È ancora dall’amore per Gesù, la sua Terra e la sua Parola, che sono nate le istituzioni culturali e di ricerca, come lo Studio Teologico Gerosolimitano, lo Studio Biblico Francescano con la sua facoltà di Scienze Bibliche e Archeologia, il Centro di Studi Orientali Cristiani del Cairo e tutte le altre iniziative volte ad approfondire e dare fondamento solido alla nostra fede.

La colletta del Venerdì Santo è l’aiuto fondamentale che i cristiani che vivono in tutte le comunità cattoliche del mondo sono chiamati a dare a questa nostra presenza in Terra Santa, che è presenza legata a un mandato pontificio già dal 1342, ma riconfermata in tempi recenti e in modo autorevole dal santo Papa Paolo VI nel 1974 e ancor più recentemente da papa Francesco nel 2017.

In particolare, vale la pena ricordare quanto proprio san Paolo VI richiamava a tutta la Chiesa nell’esortazione apostolica Nobis in Animo del 24 marzo 1974: “Non senza un disegno provvidenziale, le vicende storiche del secolo XIII portarono in Terra Santa l’Ordine dei Frati Minori.
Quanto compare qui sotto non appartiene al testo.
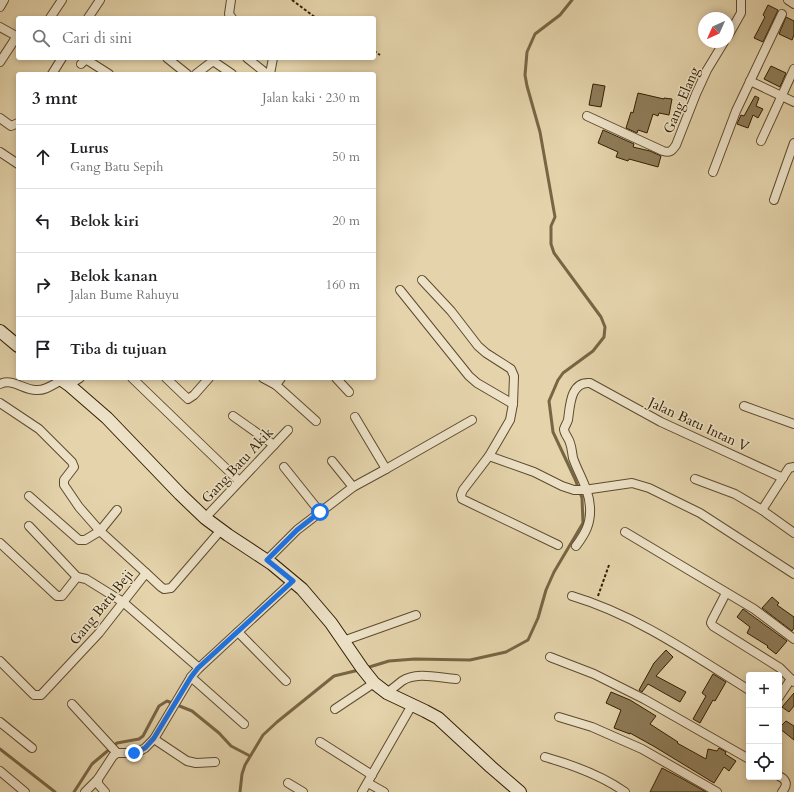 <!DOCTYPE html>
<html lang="id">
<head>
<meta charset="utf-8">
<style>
  :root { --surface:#fff; --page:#f6f6f6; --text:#202124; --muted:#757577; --line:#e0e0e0 }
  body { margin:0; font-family:Cardo,serif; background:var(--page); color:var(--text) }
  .controls { position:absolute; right:12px; bottom:12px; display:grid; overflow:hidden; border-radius:4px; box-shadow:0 2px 6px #0003 }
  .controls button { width:36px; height:36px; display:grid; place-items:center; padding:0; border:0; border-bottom:1px solid var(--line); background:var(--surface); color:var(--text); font:20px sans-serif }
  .compass { position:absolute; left:698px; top:12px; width:36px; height:36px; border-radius:50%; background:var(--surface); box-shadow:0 2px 6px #0003; rotate:225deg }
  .stop { position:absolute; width:12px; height:12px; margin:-9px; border:3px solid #1a73e8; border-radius:50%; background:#fff }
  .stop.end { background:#1a73e8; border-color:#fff; box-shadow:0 1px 4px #0008 }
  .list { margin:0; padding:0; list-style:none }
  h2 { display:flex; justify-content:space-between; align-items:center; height:52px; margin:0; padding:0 16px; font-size:17px }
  h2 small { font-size:13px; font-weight:400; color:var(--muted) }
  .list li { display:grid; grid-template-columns:26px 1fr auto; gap:12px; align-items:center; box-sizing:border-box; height:64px; padding:0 16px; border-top:1px solid var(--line) }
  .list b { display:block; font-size:15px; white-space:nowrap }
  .list p { margin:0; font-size:13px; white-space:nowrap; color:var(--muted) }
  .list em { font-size:13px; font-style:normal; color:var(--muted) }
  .icon { flex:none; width:22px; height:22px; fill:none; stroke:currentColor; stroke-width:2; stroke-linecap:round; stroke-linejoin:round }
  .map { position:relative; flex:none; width:794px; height:792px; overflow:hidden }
  .search { position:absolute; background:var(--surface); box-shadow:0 2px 6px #0003; left:16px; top:16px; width:360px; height:44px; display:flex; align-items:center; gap:10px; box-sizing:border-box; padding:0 14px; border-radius:4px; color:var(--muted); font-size:15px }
  .panel { position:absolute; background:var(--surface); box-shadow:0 2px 6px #0003; left:16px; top:72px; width:360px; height:308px; border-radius:4px }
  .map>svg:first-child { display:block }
</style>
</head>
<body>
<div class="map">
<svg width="794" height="792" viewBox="0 0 794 792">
  <rect width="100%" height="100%" fill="#e4d3ab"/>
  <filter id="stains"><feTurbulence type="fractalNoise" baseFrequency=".005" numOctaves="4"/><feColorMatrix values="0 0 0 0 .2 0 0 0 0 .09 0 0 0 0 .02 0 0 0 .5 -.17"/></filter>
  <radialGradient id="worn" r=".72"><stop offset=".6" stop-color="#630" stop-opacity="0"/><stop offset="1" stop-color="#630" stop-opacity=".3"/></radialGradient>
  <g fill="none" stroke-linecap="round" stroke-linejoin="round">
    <!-- stream -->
    <g stroke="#786544" stroke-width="3">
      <polyline points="366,668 389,661 415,659 470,660 506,652 528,640 538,618 546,590 554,572 583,523 582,498 575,479 553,432 549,401 558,380 563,373 593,351 604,337 605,327 601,317 554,253 551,244 551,226 555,217 540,132 527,86 525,75 527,52 535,34 560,15 572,0"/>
      <polyline points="0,749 55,792"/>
      <polyline points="74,792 92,764 117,743 139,739 143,736 159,706 167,701 192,711 219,733 231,746 250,756"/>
      <polyline points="240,792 242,774 245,765 263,735 277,722 334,676 359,670"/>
    </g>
  </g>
  <!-- building -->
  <g fill="#8e7c59" stroke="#311e01">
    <polygon points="768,5 778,10 763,42 754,38 765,17 763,15"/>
    <polygon points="786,17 794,21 794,35 792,40 779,34"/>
    <polygon points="771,66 786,73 780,87 764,79"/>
    <polygon points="593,84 605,86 601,107 589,105"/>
    <polygon points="638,93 664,99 664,98 672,99 669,115 659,113 658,116 653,114 647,133 638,130 637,133 626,128 631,112 633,113"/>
    <polygon points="755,96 759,98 756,106 763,109 758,118 753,115 748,128 737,124 741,115 744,116"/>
    <polygon points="603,130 634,144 633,147 650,151 661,156 658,167 629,159 628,161 616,157 618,152 598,143"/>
    <polygon points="772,597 779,603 777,605 794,617 794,628 792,631 762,608"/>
    <polygon points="743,609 787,641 776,654 767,647 768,646 747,633 750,627 737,617"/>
    <polygon points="666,650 673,657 656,676 686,692 680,702 648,684 642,692 639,690 654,663"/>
    <polygon points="713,674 726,682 715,701 713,700 700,723 693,719 706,696 702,693"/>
    <polygon points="611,692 630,700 656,716 650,724 678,742 677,743 706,759 708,749 717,751 719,748 726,752 725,754 736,761 729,771 724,767 714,783 655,747 630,733 630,734 614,728 621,710 606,703"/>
    <polygon points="794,693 794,706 789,712 782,707"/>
    <polygon points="786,721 794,726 794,740 779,728"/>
    <polygon points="662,768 681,778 706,792 650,792"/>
  </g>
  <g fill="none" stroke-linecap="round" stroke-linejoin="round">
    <!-- street casing -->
    <g stroke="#5e4b2c" stroke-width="10">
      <g id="street">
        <polyline points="231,0 229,14 232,18"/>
        <polyline points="788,0 794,4"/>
        <polyline points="0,7 4,0"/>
        <polyline points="50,18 62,0"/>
        <polyline points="88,18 100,0"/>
        <polyline points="0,27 18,37"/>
        <polyline points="728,36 741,13 741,0"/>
        <polyline points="167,58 187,74"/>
        <polyline points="247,58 267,74"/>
        <polyline points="0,62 17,36"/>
        <polyline points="81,64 84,61 87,60 109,74"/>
        <polyline points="52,74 62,58"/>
        <polyline points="196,74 213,61 232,74"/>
        <polyline points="270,74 273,58"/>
        <polyline points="750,81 794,102"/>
        <path d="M587,116L663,151C670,153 672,151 676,145L696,94L707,70L724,42"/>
        <polyline points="0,118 11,126 18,123"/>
        <polyline points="761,141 794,69"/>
        <polyline points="0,152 18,164"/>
        <polyline points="713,172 736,111 782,14"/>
        <polyline points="774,200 794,143"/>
        <polyline points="422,280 451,311 478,346 486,353 511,369 514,376 513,404 510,420 489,456 463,490 461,495 462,499 558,545"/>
        <polyline points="400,290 469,376 477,383 513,404"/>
        <polyline points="132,378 239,481"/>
        <polyline points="166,378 188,399 194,395 209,378"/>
        <polyline points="263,378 276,385 281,378"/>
        <polyline points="336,378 349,392"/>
        <path d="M0,384C13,378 23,390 36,390C45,391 54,384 62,380"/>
        <polyline points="69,385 80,378"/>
        <polyline points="276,385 316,421"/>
        <polyline points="0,403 39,429 72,462 74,467 64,480 64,485 79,507 100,531 117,510"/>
        <polyline points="744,406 794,424"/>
        <polyline points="233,416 274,445"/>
        <polyline points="489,456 534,472 562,486 574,490 584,490 632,483 649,488 700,513 794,574"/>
        <polyline points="284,467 320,512"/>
        <polyline points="794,467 789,468 787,471 762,510 794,533"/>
        <polyline points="386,469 472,420"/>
        <polyline points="695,479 735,494 762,510"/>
        <polyline points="353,487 386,469 355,417"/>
        <polyline points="29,496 79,540 85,540 100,531 146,573"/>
        <polyline points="205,518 288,430"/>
        <polyline points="29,526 77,577 86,579 123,602 199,668"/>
        <polyline points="625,532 754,609 794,639"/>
        <polyline points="0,543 57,596 62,596 77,577"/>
        <path d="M576,546C585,534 591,524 590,507C589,489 579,475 573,458C572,453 572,448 570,443C569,438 564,434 564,429C565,426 567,423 568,420C570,407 570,381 590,383L661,422L783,478"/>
        <polyline points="267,560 297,530 353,487 332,461"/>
        <polyline points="726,593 712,620 711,623 713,626 780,668 794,682"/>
        <path d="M572,596C636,615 693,655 749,690"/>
        <polyline points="238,632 286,681"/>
        <polyline points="343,641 416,615"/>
        <polyline points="550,657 594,674 644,699 749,759"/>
        <polyline points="0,661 34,695 41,695 99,633 146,573 161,587 164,589 171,588 221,530"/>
        <polyline points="191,677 244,724"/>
        <path d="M387,693C392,689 397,685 402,681C417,671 439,678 456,679"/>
        <polyline points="779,697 791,679"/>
        <polyline points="72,704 117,753"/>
        <polyline points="335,709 374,683"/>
        <polyline points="559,717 592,727 642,749 717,792"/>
        <polyline points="0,722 32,748"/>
        <polyline points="154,739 187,761 196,763 215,762"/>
        <polyline points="320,742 372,775"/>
        <path d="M545,757C573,765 601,775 625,792"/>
        <polyline points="0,771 25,792"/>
        <path d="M779,776C787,780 788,785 782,792"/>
        <polyline points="98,779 98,784 105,792"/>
        <polyline points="288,783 303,792"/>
        <polyline points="368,783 384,792"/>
        <polyline points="85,792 98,779 113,756 117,753 134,753 140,751 145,748 154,739 191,677 199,668 293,581"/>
        <polyline points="362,792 412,705"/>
      </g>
    </g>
    <!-- secondary casing -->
    <g stroke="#311e01" stroke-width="14">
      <g id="secondary">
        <polyline points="0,331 18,346"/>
        <polyline points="59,378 69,385 107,418 180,494 205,518 228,535 272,564 302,589 331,623 362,668 374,683 387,693 425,711 438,718 491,767 520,792"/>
      </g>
    </g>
    <!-- path -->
    <g stroke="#311e01" stroke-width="2" stroke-dasharray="3 2" stroke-linecap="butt">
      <polyline points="292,0 316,18"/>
      <polyline points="374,51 380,55"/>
      <polyline points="598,596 609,565"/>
    </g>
    <!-- street -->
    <use href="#street" stroke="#ede2c8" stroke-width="8"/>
    <!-- secondary -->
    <use href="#secondary" stroke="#ede2c8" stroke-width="12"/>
  </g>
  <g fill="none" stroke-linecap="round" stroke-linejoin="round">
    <!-- route -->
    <polyline stroke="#1a73e8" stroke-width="5" points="134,753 145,748 154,738 191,677 198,668 293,581 267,560 297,530 320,512"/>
  </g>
  <g text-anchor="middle" stroke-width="3" stroke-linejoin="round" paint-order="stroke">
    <!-- street labels -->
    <g font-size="14" fill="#311e01" stroke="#ede2c8">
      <text transform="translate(681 100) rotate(-67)" y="5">Gang Elang</text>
      <text transform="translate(699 424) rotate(25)" y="5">Jalan Batu Intan V</text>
      <text transform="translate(237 465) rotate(-47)" y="5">Gang Batu Akik</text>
      <text transform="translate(101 607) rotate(-51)" y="5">Gang Batu Beji</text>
    </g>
  </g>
  <rect width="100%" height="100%" filter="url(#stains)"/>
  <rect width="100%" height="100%" fill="url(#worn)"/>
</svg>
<div class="controls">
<button>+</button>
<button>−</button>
<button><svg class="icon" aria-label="locate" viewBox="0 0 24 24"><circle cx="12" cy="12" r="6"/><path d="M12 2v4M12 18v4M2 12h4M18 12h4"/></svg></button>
</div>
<svg class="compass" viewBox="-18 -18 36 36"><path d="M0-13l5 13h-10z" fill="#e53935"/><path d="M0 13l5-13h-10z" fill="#757577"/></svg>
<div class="stop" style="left:320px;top:512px"></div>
<div class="stop end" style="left:134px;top:753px"></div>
<div class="search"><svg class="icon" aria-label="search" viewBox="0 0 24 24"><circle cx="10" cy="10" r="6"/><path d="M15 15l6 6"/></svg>Cari di sini</div>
<section class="panel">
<h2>3 mnt<small>Jalan kaki · 230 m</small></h2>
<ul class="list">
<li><svg class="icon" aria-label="ahead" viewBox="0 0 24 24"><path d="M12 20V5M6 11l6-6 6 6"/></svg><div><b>Lurus</b><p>Gang Batu Sepih</p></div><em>50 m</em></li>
<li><svg class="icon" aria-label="left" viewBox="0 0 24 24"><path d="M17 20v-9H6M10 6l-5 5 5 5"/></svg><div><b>Belok kiri</b></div><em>20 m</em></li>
<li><svg class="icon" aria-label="right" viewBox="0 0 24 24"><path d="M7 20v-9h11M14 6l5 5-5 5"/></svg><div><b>Belok kanan</b><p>Jalan Bume Rahuyu</p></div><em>160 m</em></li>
<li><svg class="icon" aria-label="arrive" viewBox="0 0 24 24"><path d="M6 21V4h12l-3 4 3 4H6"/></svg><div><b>Tiba di tujuan</b></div></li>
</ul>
</section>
</div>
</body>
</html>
I Figli di San Francesco sono, da allora, rimasti nella terra di Gesù – per una serie d’anni ininterrotta – per servire la Chiesa locale e per custodire, restaurare, proteggere i Luoghi Santi cristiani; la loro fedeltà al desiderio del Fondatore ed al mandato della Santa Sede è stata spesso suggellata da atti di straordinaria virtù e generosità”.

E proprio per motivare la colletta del Venerdì Santo, papa Montini aggiunge: “Dalla seconda metà del secolo scorso vi fu un importante aumento di opere pastorali, sociali, caritative, culturali a beneficio della popolazione locale senza distinzioni e delle comunità ecclesiali di Terra Santa. Affinché quella Comunità cristiana bimillenaria nella sua origine e nella sua permanenza in Palestina, possa sopravvivere ed anzi consolidare la propria presenza in maniera attiva ed operante anche al servizio delle altre Comunità con cui deve convivere, è necessario che i cristiani di tutto il mondo si mostrino generosi, facendo affluire alla Chiesa di Gerusalemme la carità delle loro preghiere, il calore della loro comprensione ed il segno tangibile della loro solidarietà”.

Vi invito perciò ad accogliere ancora oggi l’appello della Chiesa universale e ad esprimere la vostra fraterna solidarietà e condivisione con la Chiesa che vive in Terra Santa, con generosità, attraverso la Colletta pro Terra Sancta del Venerdì Santo. Il vostro dono sarà per noi essenziale per continuare la nostra missione, ma ritornerà a voi centuplicato dalla benedizione del Signore.